### TASK TO CARRY OUT:
Examine the records below and count how many lines contain the string "Output". Give only the number.

START SUPPLIED RECORDS

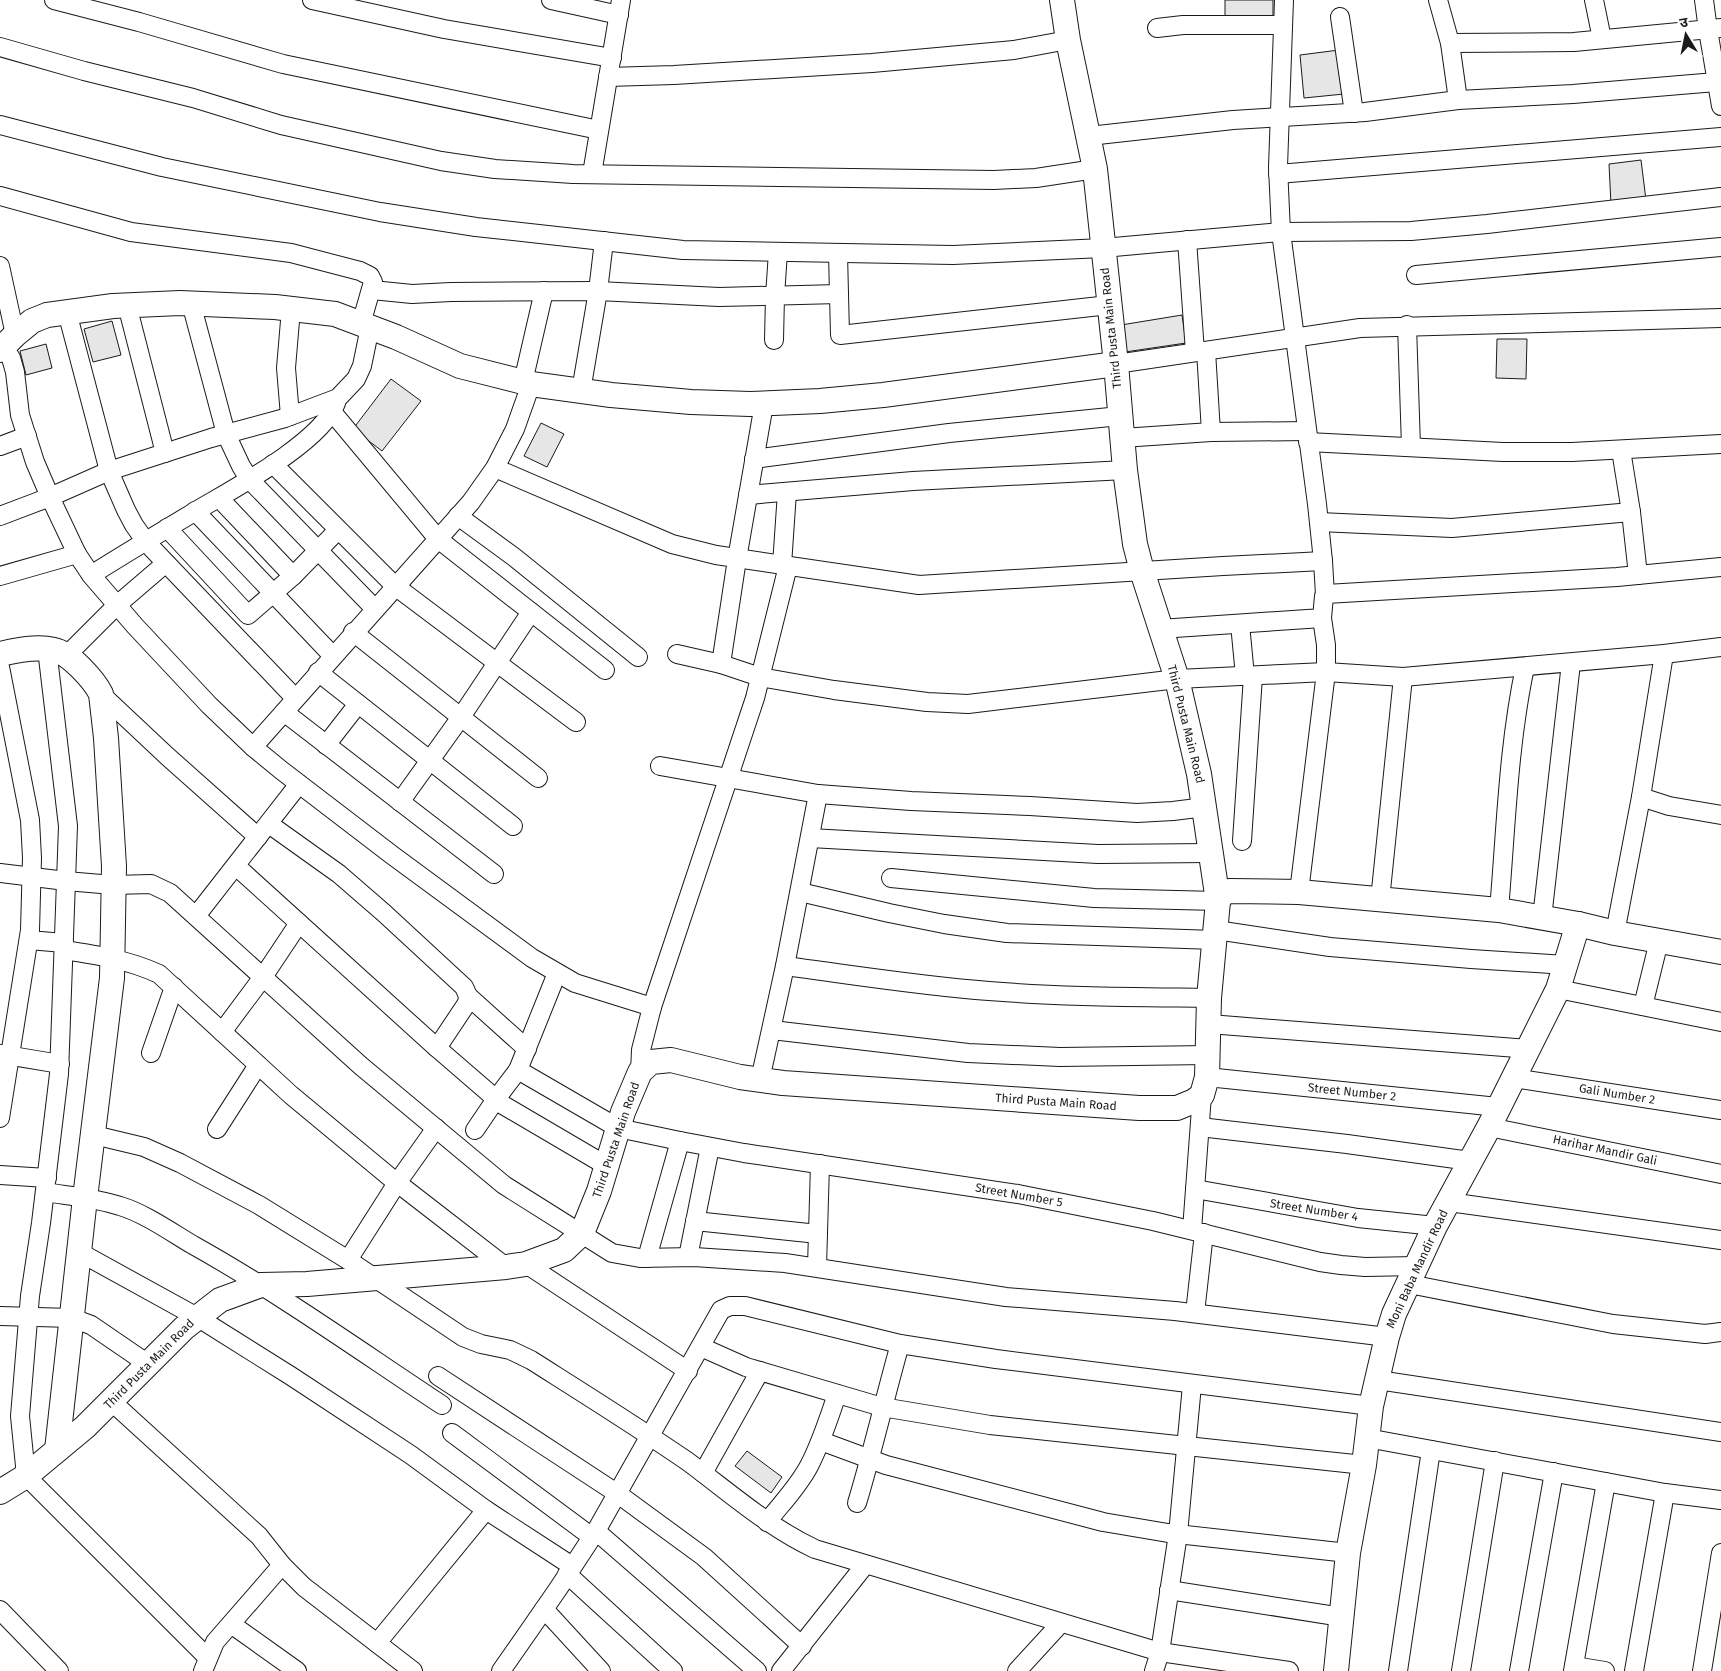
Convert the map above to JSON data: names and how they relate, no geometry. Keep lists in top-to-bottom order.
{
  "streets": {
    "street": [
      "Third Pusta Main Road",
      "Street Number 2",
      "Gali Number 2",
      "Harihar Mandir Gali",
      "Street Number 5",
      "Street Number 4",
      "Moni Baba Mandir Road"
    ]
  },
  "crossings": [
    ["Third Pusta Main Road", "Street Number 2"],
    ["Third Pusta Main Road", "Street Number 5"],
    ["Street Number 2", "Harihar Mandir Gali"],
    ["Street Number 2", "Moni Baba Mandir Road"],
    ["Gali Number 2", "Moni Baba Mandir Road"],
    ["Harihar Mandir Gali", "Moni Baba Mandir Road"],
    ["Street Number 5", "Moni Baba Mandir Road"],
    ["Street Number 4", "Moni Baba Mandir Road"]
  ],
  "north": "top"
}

END SUPPLIED RECORDS
START SUPPLIED RECORDS

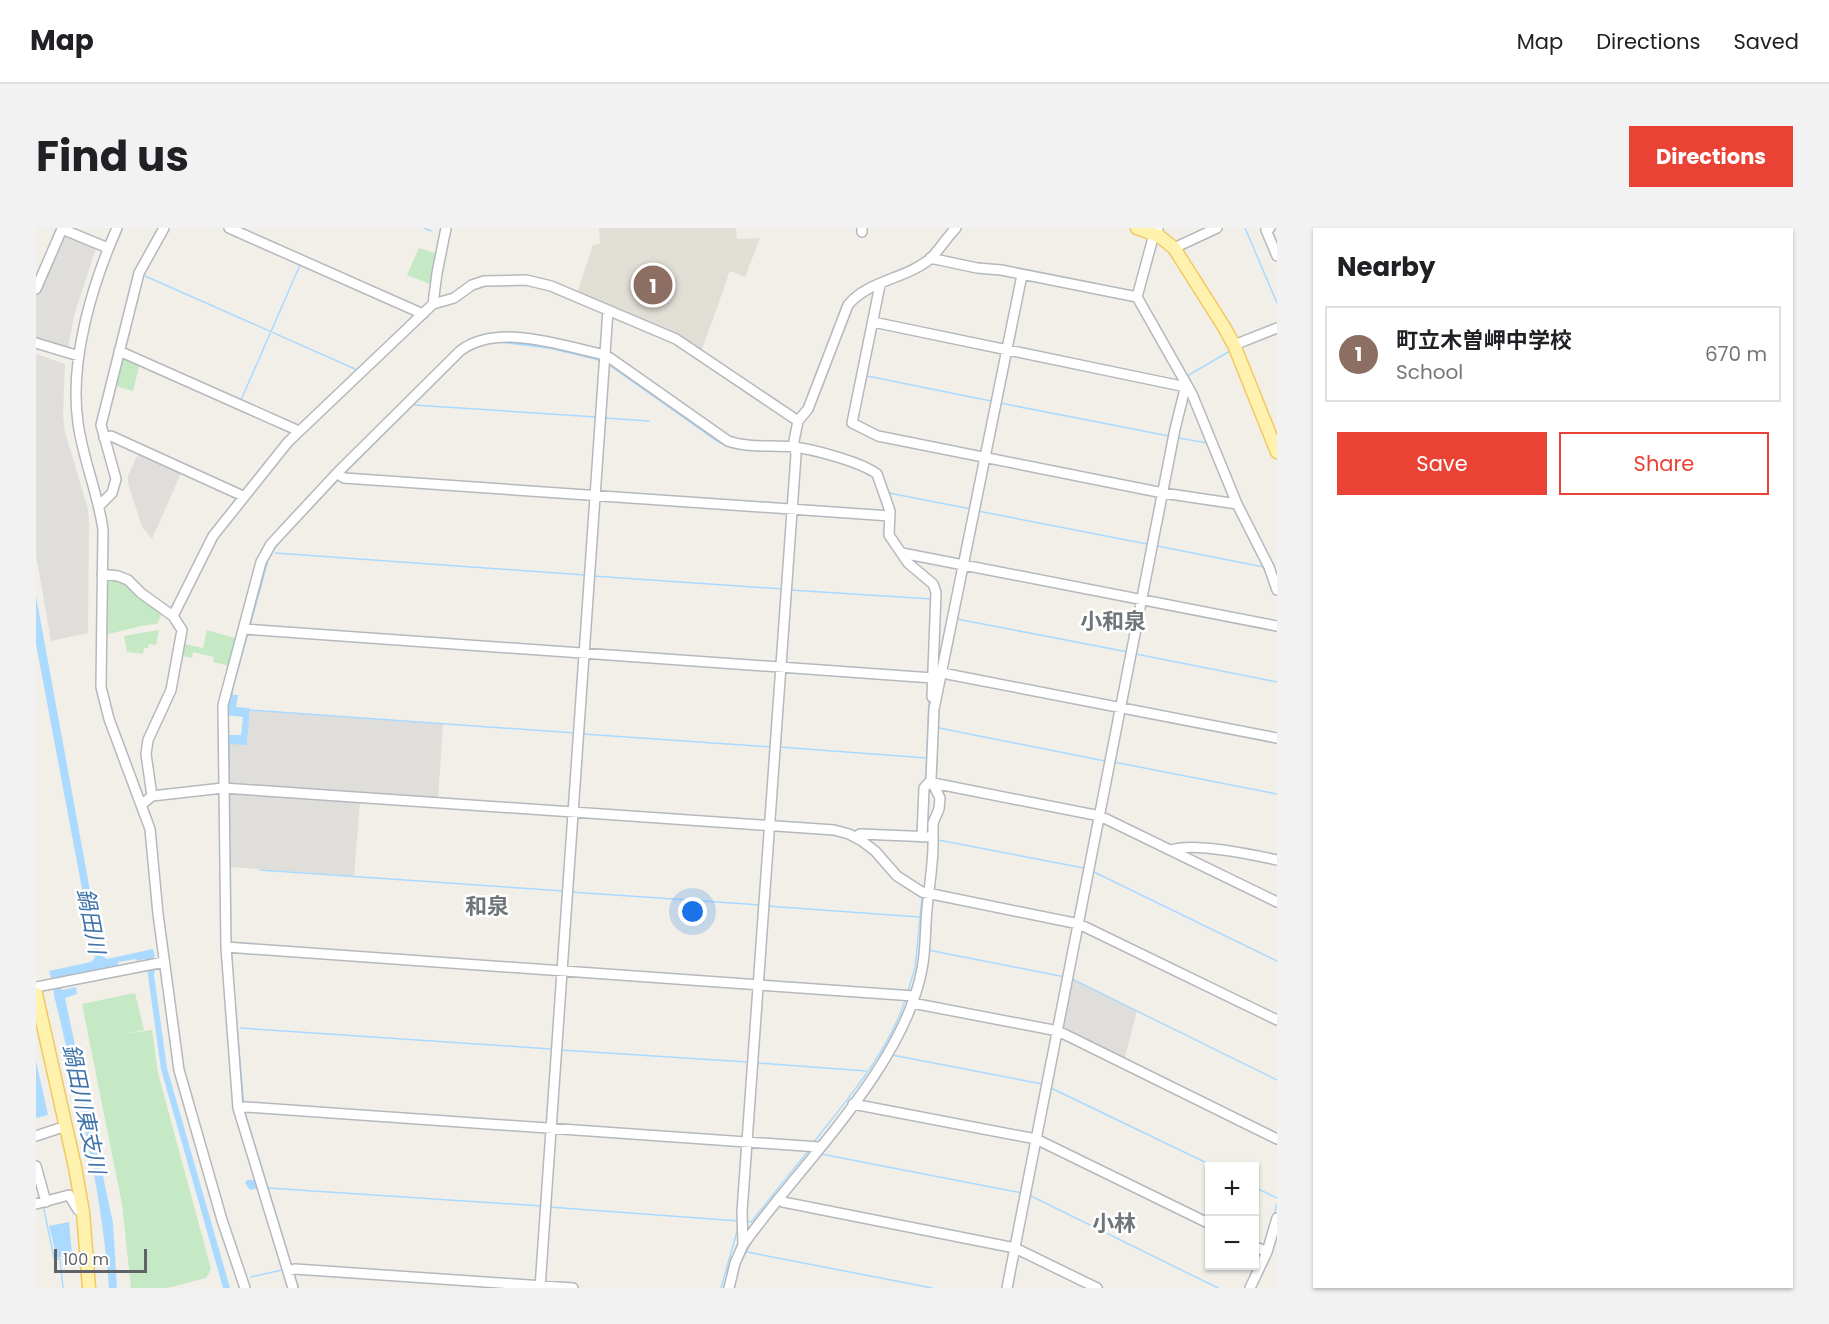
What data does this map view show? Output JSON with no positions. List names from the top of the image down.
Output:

END SUPPLIED RECORDS

### EXERCISE ANSWER:
2